A “brain fingerprint,” an individual demarcation of brain activity could be used to determine how a patient would react to medical treatment, as well as possible mental illness.
Scientists at Yale University say that the findings are consistent enough to identify specific patients based on the pattern.
These brain “connectivity profiles” alone allow researchers to identify individuals from the fMRI images of brain activity of more than 100 people, according to the study published Oct. 12 in the journal Nature Neuroscience.
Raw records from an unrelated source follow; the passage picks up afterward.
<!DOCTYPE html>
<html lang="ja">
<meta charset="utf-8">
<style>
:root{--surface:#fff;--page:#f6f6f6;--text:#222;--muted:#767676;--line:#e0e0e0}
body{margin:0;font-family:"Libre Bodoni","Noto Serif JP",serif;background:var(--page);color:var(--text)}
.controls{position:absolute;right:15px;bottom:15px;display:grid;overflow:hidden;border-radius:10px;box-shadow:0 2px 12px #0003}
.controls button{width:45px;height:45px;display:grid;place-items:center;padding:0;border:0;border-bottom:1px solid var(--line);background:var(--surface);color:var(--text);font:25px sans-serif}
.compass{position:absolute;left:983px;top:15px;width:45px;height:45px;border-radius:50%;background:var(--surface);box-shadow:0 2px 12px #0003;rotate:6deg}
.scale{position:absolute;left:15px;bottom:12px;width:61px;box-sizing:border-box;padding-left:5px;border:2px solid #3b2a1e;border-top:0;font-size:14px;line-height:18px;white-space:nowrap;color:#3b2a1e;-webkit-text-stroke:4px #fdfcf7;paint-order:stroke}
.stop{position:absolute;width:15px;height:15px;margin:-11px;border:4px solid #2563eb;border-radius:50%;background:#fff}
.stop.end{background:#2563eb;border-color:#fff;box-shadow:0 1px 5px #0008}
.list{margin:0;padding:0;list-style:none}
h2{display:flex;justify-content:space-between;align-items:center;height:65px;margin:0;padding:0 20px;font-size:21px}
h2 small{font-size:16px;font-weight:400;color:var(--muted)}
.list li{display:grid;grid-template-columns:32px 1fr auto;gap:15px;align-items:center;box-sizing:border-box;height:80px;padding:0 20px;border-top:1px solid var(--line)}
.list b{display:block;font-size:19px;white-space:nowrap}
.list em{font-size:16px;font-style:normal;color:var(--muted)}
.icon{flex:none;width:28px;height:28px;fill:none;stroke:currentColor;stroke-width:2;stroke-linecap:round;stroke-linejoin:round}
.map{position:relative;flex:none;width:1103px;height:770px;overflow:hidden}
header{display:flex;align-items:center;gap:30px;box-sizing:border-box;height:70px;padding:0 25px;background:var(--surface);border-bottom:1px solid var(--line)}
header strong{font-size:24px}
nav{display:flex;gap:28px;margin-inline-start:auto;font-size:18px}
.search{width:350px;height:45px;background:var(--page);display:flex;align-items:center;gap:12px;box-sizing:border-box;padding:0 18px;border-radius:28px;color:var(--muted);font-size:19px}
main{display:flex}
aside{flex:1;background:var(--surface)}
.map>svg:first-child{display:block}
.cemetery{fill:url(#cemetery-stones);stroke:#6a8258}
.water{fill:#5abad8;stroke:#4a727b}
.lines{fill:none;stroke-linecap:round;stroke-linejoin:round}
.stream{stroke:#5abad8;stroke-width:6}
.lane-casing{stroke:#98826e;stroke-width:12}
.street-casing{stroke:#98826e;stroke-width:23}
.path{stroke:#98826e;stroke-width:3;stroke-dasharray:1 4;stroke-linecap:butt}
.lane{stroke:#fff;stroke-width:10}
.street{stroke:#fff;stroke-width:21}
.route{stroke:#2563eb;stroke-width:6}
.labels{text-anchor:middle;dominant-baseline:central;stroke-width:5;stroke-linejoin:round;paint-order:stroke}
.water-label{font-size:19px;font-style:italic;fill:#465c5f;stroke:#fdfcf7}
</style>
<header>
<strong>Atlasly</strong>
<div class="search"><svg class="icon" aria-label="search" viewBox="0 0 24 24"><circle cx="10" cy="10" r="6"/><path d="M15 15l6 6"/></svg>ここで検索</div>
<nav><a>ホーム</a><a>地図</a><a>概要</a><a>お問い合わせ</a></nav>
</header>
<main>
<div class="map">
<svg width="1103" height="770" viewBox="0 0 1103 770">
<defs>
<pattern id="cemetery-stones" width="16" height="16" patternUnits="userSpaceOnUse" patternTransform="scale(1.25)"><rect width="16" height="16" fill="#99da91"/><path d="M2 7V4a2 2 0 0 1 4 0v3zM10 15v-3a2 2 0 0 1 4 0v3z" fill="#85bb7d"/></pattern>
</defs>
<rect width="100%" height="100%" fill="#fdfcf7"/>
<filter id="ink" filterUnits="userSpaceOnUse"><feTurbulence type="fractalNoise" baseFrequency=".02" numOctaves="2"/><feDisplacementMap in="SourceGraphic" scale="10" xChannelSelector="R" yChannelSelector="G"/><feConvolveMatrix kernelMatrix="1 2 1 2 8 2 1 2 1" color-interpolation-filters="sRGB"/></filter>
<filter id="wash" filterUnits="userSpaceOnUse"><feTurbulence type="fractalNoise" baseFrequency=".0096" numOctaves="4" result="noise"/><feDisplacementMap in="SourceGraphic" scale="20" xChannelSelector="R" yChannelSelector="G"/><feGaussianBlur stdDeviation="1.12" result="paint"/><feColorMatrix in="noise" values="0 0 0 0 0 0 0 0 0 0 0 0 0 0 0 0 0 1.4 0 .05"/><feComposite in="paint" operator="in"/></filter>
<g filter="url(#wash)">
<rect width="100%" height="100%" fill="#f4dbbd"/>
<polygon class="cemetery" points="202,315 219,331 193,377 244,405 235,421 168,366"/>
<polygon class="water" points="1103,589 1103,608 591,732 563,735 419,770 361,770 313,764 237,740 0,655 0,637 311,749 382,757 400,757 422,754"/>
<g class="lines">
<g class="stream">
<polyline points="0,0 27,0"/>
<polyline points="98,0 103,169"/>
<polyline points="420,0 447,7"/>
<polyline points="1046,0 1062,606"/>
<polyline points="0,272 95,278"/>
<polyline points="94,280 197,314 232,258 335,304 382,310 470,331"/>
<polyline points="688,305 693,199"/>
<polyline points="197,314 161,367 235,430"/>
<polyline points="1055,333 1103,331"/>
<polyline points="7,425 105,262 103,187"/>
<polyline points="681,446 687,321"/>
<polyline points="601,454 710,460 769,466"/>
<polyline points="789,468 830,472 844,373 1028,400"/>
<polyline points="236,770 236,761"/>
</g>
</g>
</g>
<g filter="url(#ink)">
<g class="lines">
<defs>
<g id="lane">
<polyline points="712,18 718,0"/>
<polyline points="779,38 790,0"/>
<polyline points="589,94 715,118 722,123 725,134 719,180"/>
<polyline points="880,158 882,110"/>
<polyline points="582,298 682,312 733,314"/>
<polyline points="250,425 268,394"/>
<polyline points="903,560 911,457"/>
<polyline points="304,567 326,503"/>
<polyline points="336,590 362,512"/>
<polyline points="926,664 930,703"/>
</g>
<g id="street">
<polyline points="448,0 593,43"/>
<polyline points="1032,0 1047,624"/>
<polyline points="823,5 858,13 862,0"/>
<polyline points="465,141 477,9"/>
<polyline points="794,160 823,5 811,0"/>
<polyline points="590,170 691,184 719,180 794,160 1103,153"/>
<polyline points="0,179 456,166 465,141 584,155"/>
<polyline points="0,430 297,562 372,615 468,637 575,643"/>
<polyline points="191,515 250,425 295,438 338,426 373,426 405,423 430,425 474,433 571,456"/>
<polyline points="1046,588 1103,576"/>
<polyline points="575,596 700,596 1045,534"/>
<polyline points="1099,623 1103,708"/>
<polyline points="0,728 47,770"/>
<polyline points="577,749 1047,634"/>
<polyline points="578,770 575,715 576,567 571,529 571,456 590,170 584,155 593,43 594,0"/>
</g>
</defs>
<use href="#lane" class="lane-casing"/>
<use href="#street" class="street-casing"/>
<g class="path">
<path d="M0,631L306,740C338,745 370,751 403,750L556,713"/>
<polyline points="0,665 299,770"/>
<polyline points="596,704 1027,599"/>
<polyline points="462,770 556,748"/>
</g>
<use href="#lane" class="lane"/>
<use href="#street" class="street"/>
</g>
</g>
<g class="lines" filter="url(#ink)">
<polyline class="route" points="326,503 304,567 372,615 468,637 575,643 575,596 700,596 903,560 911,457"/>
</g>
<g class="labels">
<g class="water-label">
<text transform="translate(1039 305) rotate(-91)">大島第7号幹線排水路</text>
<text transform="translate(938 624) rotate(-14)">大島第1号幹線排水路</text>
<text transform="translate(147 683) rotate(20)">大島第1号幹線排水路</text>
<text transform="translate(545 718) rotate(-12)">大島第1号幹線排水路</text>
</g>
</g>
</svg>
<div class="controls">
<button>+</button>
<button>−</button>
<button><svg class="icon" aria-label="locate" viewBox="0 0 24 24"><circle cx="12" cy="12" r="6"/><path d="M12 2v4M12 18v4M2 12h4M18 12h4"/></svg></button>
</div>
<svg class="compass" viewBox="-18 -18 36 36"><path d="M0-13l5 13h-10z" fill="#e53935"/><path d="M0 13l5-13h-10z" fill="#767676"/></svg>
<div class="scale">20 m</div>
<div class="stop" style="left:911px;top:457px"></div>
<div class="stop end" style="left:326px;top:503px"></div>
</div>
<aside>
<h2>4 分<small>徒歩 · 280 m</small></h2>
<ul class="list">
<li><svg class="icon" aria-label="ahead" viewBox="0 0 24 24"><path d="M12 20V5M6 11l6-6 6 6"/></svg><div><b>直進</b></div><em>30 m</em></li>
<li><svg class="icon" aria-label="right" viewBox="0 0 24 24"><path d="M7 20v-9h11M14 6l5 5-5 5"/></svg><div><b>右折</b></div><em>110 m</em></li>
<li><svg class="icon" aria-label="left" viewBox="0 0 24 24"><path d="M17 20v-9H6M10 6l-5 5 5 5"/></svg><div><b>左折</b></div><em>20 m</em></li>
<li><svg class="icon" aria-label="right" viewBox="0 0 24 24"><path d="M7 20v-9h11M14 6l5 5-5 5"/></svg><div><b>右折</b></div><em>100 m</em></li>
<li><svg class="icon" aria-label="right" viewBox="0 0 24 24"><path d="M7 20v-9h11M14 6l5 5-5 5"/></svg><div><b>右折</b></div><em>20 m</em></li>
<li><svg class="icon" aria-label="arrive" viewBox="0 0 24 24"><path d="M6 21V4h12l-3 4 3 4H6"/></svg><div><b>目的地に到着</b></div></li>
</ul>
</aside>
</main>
“In most past studies, fMRI data have been used to draw contrasts between, say, patients and healthy controls,” said Emily Finn, a Ph.D. student in neuroscience and co-first author of the paper. “We have learned a lot from these sorts of studies, but they tend to obscure individual differences which may be important.”
Finn and co-first author Xilin Shen, under the direction of R. Todd Constable, professor of diagnostic radiology and neurosurgery at Yale, compiled fMRI data from 126 subjects who underwent six scan sessions over two days. Subjects performed different cognitive tasks during four of the sessions. In the other two, they simply rested. Researchers looked at activity in 268 brain regions: specifically, coordinated activity between pairs of regions. Highly coordinated activity implies two regions are functionally connected. Using the strength of these connections across the whole brain, the researchers were able to identify individuals from fMRI data alone, whether the subject was at rest or engaged in a task. They were also able to predict how subjects would perform on tasks.
Finn said she hopes that this ability might one day help clinicians predict or even treat neuropsychiatric diseases based on individual brain connectivity profiles.